A fascination with pteridomania, or 19th century fern fever, has resulted in a winning rug design for UNSW Art & Design student Avie Stokes.  

The third-year student chose the popular textile trend which she describes as the “Pokémon Go of its time” to become one of six UNSW students to have their design hand-tufted in India by custom rug manufacturing company Designer Rugs.

“From the 1830s to the 1890s, the British were obsessed with breeding ferns. They made the botanical gardens and put ferns in them… They put ferns in the orchestra pits and so people would go to see the ferns and not the music concerts necessarily,” the 28-year-old said.

The rug-up competition was part of a Semester One project involving third-year UNSW Art & Design students, Designer Rugs and textile print studio Karolina York.

For the rug-up part of the project, students needed to create a collection of four designs for an interior rug which related to a not-for-profit organisation.

“I picked the Carolyn Simpson Library, which is a textile furnishings library which gives gardening and textile trends from the 1800s,” the Fine Arts/Education student said.
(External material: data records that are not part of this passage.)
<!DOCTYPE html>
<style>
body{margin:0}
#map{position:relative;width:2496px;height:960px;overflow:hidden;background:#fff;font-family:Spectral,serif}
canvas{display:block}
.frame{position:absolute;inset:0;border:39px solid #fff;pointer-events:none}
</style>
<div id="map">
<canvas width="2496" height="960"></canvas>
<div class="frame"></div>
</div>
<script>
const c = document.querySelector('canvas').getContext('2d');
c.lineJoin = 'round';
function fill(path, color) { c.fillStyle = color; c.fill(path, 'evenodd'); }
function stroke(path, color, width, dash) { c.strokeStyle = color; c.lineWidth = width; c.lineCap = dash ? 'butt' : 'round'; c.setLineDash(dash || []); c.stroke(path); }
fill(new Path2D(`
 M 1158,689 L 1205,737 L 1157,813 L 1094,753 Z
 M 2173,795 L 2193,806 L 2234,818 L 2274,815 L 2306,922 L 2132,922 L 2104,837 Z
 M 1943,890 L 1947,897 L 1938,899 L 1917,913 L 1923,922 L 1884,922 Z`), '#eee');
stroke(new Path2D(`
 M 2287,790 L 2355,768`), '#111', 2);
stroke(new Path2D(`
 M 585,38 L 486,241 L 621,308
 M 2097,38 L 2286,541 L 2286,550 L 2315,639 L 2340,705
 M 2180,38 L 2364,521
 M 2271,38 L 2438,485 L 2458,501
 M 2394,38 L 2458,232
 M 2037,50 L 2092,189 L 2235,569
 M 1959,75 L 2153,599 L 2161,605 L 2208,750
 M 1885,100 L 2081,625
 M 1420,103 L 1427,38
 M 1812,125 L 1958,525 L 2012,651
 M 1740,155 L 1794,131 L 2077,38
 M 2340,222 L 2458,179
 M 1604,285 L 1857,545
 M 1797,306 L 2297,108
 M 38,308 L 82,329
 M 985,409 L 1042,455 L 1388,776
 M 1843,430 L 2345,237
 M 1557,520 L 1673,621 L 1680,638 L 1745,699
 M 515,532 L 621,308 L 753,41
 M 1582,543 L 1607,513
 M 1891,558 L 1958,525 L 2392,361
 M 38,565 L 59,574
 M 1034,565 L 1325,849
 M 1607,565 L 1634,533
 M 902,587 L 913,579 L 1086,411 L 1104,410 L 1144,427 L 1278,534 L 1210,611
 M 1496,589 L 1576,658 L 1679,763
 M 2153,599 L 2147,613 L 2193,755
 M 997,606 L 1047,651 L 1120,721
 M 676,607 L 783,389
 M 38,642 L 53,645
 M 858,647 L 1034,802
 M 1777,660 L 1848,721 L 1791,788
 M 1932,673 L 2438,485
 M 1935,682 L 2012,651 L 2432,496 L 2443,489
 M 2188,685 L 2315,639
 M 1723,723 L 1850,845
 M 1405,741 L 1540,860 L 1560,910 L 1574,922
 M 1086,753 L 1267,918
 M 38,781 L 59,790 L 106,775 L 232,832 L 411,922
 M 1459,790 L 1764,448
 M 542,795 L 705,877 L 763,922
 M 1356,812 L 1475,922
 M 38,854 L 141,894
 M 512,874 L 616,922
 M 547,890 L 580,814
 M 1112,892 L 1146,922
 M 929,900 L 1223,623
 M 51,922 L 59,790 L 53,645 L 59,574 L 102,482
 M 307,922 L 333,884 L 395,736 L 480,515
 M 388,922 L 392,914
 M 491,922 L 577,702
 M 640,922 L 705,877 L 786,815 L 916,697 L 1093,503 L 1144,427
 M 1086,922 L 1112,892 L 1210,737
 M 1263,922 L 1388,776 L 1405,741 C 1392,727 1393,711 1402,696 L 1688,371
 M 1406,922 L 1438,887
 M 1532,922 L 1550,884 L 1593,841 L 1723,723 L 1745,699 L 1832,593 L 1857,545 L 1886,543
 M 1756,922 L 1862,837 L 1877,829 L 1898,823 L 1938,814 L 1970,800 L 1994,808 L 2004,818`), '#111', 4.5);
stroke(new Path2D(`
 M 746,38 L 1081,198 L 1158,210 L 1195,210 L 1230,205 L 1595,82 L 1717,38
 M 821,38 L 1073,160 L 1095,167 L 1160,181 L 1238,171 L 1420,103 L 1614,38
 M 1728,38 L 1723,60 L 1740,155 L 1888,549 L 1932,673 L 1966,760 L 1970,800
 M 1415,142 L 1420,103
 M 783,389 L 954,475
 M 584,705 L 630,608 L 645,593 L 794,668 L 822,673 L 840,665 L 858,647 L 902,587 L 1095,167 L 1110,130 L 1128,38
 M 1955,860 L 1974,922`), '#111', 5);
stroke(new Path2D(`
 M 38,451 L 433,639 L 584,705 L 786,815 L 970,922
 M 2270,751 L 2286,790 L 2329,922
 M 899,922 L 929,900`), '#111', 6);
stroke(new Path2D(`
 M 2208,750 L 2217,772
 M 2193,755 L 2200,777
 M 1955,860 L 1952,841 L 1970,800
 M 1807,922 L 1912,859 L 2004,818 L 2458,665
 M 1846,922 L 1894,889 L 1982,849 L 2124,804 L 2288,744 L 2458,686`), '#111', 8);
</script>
“The library has textiles from that time (1830s to 1890s) because that fern craze migrated to Australia with the British.

“In fact, the first exchange of ferns internationally, successfully by ship, was between Sydney and London.”

Designing a rug may have been “a lot of hard work” but it paid off for Miss Stokes, whose rug will be available for purchase at the retail price of $1560.

She was taken through the design process by Designer Rugs staff, including colour choices and designing on a 1:10 scale, and received her first designer’s fee.

“It’s important to see how it actually works and (the project) gives you a good idea about what would be involved in pitching designs, and having that on my resume increases my ability to get an internship or pitch to a company,” she said

Invalid Scald ID.

Xenia Taylor holding her Blue Fern Forest design for Karolina York


Students involved in the Karolina York commercial print design project were required to design four prints for a selected brand or market in the fashion or interior industry such as Zimmermann, Bec and Bridge, and Coco Republic.

Third-year student Xenia Taylor said it was hard knowing when to stop designing her Blue Fern Forest print for the textile project.

“I enjoyed going crazy with watercolours and making all of these different patterns, it was just hard mentally critiquing your own work – which things work and which didn’t work,” the Fine Arts/Arts student said.

Her design is one of 16 student designs chosen by Karolina York to go to the Premiere Vision-France textile design trade show in Paris in September.

If the design sells, the 22-year-old will receive a designer’s fee.

“I really benefited from putting myself on the line and just doing it and trying new things,” Miss Taylor said.

“I didn’t realise how creative things like this involve so much of your time.”

It is the first time that Karolina York has been involved with UNSW. Karolina York creative director Bronwyn Ferguson says she loves seeing the work of up-and-coming textiles students and it’s a great opportunity for students to get an insight into the industry.

“It’s a fantastic way to show students how a beautiful piece of art can translate into a commercial design in the retail market,” she said.

“We loved seeing the variety of creative approaches to the brief.

“Judging the students designs was a very tough decision here in our studio as we were very impressed with the creativity and diversity of the designs that the students produced.”

Designer Rugs senior designer Christine McDonald says the diverse nature of the student designs brought an interesting and exciting mix to their in-house collections.

“These young, up and coming designers are relating more to our environment in Australia than ever before,” she said.

“We can see a trend emerging of not looking to the rest of the world for design influence, they are designing for our own needs and that is more than exciting.”

Designer Rugs managing director Yosi Tal says it was important for the company to support the next generation of designers and give them the tools and opportunities to start their careers.

“This year actually marks 10 years since the first rug-up competition with UNSW, which is a great milestone,” he said.

“The competition is about providing valuable experience to our next generation of designers, exposing them to the realities of the commercial marketplace, while discovering new talent.”

UNSW Art & Design textile convenor, Associate Professor Liz Williamson, says both projects challenged students to extend their design expertise and market knowledge.

“The opportunity to engage with two professional design companies and to see designs translated into actual outcomes, offers a great learning experience,” she said.

“To see a rug design printed on A4 paper return as a 190 x 280cm hand-tufted rug, is an amazing experience.”

UNSW Art & Design sessional academic in textile design, Emma Peters, says the industry partnerships are often the first opportunity for students to apply their accumulated knowledge of textile design to real-time projects with tangible outcomes.

“I see a dramatic shift in their approach to their textile design work during this time, from one of a student to fully-fledged designer.”

The six selected rugs chosen by Designer Rugs and the 16 designs for Karolina York will be exhibited in the Textile Design: Future Design exhibition in the AD Space gallery at Paddington from Tuesday, August 28 until Saturday, September 1.